Introduction to Mindfulness and Acceptance-based Therapies for Psychosis

Joseph E. Oliver, Candice Joseph, Majella Byrne, Louise C. Johns and Eric M. J. Morris

1.1 Introduction to Psychosis

‘Psychosis’ is an umbrella term covering a range of associated symptoms, including perceptual, cognitive, emotional and behavioural disturbances.
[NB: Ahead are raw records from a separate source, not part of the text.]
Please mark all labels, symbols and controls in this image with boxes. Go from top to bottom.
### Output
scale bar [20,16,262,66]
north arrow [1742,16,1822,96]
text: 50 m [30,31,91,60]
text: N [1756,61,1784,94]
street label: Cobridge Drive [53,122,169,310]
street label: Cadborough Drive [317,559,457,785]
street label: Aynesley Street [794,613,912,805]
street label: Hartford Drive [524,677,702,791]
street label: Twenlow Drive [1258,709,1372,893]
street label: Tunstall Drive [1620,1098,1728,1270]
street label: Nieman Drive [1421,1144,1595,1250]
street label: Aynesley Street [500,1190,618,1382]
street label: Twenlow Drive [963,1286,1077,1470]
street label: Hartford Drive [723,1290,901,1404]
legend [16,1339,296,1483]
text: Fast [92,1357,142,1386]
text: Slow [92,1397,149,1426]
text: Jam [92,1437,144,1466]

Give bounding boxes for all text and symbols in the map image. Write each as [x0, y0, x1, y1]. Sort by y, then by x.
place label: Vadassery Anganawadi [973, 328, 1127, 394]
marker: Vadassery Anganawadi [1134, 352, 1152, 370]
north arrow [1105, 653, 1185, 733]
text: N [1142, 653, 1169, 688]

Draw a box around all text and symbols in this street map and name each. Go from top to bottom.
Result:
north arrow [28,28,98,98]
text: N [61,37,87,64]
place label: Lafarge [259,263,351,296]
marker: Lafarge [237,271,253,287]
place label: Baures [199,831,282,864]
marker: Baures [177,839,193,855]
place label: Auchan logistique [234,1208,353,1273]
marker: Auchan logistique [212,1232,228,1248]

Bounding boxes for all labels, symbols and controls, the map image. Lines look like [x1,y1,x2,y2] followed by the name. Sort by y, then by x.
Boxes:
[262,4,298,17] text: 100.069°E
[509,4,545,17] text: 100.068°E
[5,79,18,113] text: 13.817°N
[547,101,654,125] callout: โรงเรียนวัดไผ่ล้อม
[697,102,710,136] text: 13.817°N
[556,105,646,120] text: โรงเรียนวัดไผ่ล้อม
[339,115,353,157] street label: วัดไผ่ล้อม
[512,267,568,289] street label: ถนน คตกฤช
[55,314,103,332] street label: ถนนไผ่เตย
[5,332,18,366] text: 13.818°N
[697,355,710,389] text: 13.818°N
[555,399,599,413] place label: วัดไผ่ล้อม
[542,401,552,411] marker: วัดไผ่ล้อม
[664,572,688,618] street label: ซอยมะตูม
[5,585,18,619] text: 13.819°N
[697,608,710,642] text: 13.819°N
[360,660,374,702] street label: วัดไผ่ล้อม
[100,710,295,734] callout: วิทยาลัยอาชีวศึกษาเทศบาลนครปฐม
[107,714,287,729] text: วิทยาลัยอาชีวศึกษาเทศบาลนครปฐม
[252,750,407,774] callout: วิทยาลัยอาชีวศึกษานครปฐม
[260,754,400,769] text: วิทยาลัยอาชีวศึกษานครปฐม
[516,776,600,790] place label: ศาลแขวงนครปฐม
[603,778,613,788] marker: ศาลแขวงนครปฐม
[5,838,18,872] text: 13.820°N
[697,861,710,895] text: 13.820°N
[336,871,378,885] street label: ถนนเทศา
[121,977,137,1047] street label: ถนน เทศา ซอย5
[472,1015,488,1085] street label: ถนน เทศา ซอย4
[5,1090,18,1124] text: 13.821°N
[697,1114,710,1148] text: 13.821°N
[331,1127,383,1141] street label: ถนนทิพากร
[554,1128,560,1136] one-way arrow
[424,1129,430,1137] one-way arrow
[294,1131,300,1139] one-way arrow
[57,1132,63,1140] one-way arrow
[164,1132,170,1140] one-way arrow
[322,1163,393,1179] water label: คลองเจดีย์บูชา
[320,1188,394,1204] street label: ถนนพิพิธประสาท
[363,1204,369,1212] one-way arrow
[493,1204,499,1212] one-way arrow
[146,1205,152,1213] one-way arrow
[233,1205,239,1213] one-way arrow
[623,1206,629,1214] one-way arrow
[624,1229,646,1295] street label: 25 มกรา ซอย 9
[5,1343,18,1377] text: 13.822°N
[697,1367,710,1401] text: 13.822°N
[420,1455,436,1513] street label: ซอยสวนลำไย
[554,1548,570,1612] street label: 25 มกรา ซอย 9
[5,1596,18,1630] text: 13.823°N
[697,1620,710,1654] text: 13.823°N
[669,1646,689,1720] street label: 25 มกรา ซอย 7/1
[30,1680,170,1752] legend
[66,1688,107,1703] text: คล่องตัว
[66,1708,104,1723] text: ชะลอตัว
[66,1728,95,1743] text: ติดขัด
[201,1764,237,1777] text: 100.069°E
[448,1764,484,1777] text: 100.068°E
The term tends to refer to ‘positive’ symptoms of unusual beliefs (delusions), anomalous perceptual experiences (illusions and hallucinations) and disturbances of thought and language (formal thought disorder) (described in Peters et al., 2007). These are invariably accompanied by emotional difficulties such as anxiety and depression (Birchwood, 2003; Freeman & Garety, 2003; Johnstone et al., 1991). In addition, a significant proportion of people diagnosed with a psychotic disorder, particularly schizophrenia, are likely to experience ‘negative’ symptoms such as avolition and anhedonia (described in Kuipers et al., 2006). The median incidence of psychotic disorders is estimated at 15.2 per 100 000, with estimates ranging between 7.7 and 43.0 per 100 000 (McGrath et al., 2004), indicating a high degree of variability in incidence across geographic regions. The reported lifetime risk remains at approximately 1% (Saha et al., 2005).
One of the diagnostic peculiarities of psychosis is that two individuals can receive the same diagnosis but have completely different sets of symptoms that have no overlap or commonality. This perhaps points to some of the complexities of the disorder, which the current accumulated evidence suggests is likely a manifold interaction between a range of genetic, biological, psychological and social factors, with probable multiple aetiological pathways (Oliver & Fearon, 2008). Furthermore, psychotic symptoms are not exclusively reported by those with a diagnosis of psychotic disorder (such as schizophrenia, schizoaffective disorder or delusional disorder), but also occur in varying degrees in other mental-health problems, including bipolar affective disorder, mood disorders and personality disorders (particularly borderline personality disorder (BPD)). Additionally, some authors have vigorously criticised the schizophrenia diagnosis, arguing that the associated breadth and diversity of clinical phenomenology actually represents a lack of construct validity and reliability (Bentall, 2003; Boyle, 2002).
The mere presence of psychotic symptoms, no matter how apparently bizarre they may be, is not sufficient to warrant a diagnosis. Key to a psychotic disorder is recognition that the symptoms must co-occur with significant interruption to the individual’s life. Schizophrenia is associated with significant long-term disability (Thornicroft et al., 2004; World Health Organization, 2001) and, in addition to positive and negative psychotic symptoms, depressive symptoms are also strong predictors of poor quality of life in this client group (Saarni et al., 2010). For those who continue to live with distressing psychotic symptoms and emotional disturbance, advances in treatments for psychosis are of paramount importance.
Alongside the devastation that psychosis can cause to the lives of individuals and their families, there are also significant economic costs. Estimates suggest that in 2002 the direct (e.g. service charges) and indirect (e.g. unemployment) costs associated with psychotic disorders were approximately $62.7 billion in the United States (Wu et al., 2005). Similar estimates within the United Kingdom have indicated costs of approximately £4 billion (McCrone et al. 2008).

1.2 Interventions

The first line of treatment for psychosis is almost always antipsychotic medication. However, there are limitations to pharmacological treatments, including issues of compliance, intolerable side effects and poor symptomatic response to antipsychotic medication (Curson et al., 1988; Kane, 1996; Lieberman et al., 2005). These findings, in conjunction with the recognition of the importance of social and psychological factors in psychosis (Bebbington & Kuipers, 1994; Garety et al., 2001; van Os, 2004), have contributed to the development of psychological interventions for people with psychosis. Such interventions include family therapy, cognitive behavioural therapy (CBT) and social and cognitive rehabilitation. They are not proposed as alternatives to medication, but are used as adjunctive therapies.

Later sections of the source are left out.